Cplint R Manual

Cplint R

This manual is for Cplint R program version 1.0.0

1 About

1.1 About

The purpose of this library is to provide an interface between the Cplint¹ suite for SWI Prolog² and R³ to handle charts made with the ggplot2⁴ package.

This means that most C3js⁵ charting functions of Cplint are also available for R.

1.2 Terminology

In order to simplify the understanding of this document, a minimal set of terminology is necessary:

Any code between < > represents pseudocode.
The symbol # represents an unsigned integer or the root user, depending on the context.
Optional code or parameters are encapsuled between [ ].

2 Installation

Cplint R is provided as part of the Cplint on SWISH⁶ package. This is the recomended and simplest way to obtain a working installation without too much trouble.

You can also install it manually with pack_install('cplint_r'). using the swipl command on UNIX-like systems. Unfortunately, doing this is not enough since you need to setup an R environment with the components described in the following section. For more information, have a look at the SWISH Installer Manual⁷

2.1 Dependencies

Cplint R has both Prolog and R dependencies:

2.1.1 Prolog

Cplint
Rserve Client⁸
R SWISH library⁹

2.1.2 R

ggplot2
Rserve¹⁰
gridExtra¹¹

3 Examples

3.1 Gaussian mean estimation

The following is the content of gauss_mean_est_R.pl.

/*
Posterior estimation in Bayesian models.
We are trying to estimate the true value of a Gaussian distributed random
variable, given some observed data.
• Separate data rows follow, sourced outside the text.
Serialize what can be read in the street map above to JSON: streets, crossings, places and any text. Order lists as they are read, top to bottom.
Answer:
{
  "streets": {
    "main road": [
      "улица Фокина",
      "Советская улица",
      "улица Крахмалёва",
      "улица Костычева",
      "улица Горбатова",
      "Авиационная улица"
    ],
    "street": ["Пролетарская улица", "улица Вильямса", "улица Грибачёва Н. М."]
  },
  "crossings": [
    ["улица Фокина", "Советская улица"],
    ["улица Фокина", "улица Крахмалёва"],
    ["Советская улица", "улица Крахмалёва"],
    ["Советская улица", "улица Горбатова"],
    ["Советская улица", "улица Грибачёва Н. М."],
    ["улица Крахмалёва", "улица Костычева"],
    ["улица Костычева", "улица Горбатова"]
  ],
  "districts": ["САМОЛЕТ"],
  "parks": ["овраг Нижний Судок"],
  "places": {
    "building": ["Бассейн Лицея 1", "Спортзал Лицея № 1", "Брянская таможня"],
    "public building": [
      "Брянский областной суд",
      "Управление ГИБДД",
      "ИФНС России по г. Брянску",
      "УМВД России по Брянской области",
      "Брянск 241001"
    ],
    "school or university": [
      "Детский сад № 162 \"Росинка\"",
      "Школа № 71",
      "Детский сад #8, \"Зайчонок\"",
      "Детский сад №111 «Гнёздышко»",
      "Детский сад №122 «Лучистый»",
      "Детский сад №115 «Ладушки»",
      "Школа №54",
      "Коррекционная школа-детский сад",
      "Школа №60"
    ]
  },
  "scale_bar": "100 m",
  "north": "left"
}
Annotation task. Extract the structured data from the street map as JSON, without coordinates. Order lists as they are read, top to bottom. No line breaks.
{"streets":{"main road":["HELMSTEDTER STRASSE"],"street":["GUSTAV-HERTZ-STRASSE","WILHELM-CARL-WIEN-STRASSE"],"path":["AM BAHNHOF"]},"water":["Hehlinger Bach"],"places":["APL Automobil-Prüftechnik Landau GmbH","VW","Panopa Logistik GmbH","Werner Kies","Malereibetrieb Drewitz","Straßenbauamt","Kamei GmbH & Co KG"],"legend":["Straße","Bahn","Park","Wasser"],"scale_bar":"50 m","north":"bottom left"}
The variance is known (2) and we 
suppose that the mean has a Gaussian distribution with mean 1 and variance
5. We take different measurement (e.g. at different times), indexed
with an integer.
Given that we observe 9 and 8 at indexes 1 and 2, how does the distribution 
of the random variable (value at index 0) changes with respect to the case of 
no observations?
From
http://www.robots.ox.ac.uk/~fwood/anglican/examples/viewer/?worksheet=gaussian-posteriors
*/
:- use_module(library(mcintyre)).
:- use_module(library(cplint_r)).

:- mc.
:- begin_lpad.

value(I,X) :- 
  mean(M),
  value(I,M,X).
% at time I we see X sampled from a Gaussian with mean M and variamce 2.0

mean(M): gaussian(M,1.0, 5.0).
% Gaussian distribution of the mean of the Gaussian of the variable

value(_,M,X): gaussian(X,M, 2.0).
% Gaussian distribution of the variable


:- end_lpad.

hist_uncond(Samples,NBins):-
  mc_sample_arg(value(0,X),Samples,X,L0),
  histogram_r(L0,NBins).
% plot an histogram of the density of the random variable before any 
% observations by taking Samples samples and by dividing the domain
% in NBins bins

dens_lw(Samples):-
  mc_sample_arg(value(0,Y),Samples,Y,L0),
  mc_lw_sample_arg(value(0,X),(value(1,9),value(2,8)),Samples,X,L),
  densities_r(L0,L).
% plot the densities of the random variable before and after  
% observing 9 and 8 by taking Samples samples.



/** <examples>
?- dens_lw(1000).
% plot the densities of the random variable before and after
% observing 9 and 8
?- hist_uncond(10000,40).
% plot an histogram of the density of the random variable before any
% observations
?-  mc_lw_expectation(value(0,X),(value(1,9),value(2,8)),1000,X,E).
% E = 7.166960047178755
?- mc_expectation(value(0,X),10000,X,E).
% E = 0.9698875384639362.

*/

Using ?- dens_lw(1000) as query the following chart is produced:

3.2 Other examples

For other examples see all the files ending in "_R.pl" on https://github.com/friguzzi/swish/tree/master/examples/inference

4 Protocol

4.1 Interface

The following is a list of exported predicates available to the library users’.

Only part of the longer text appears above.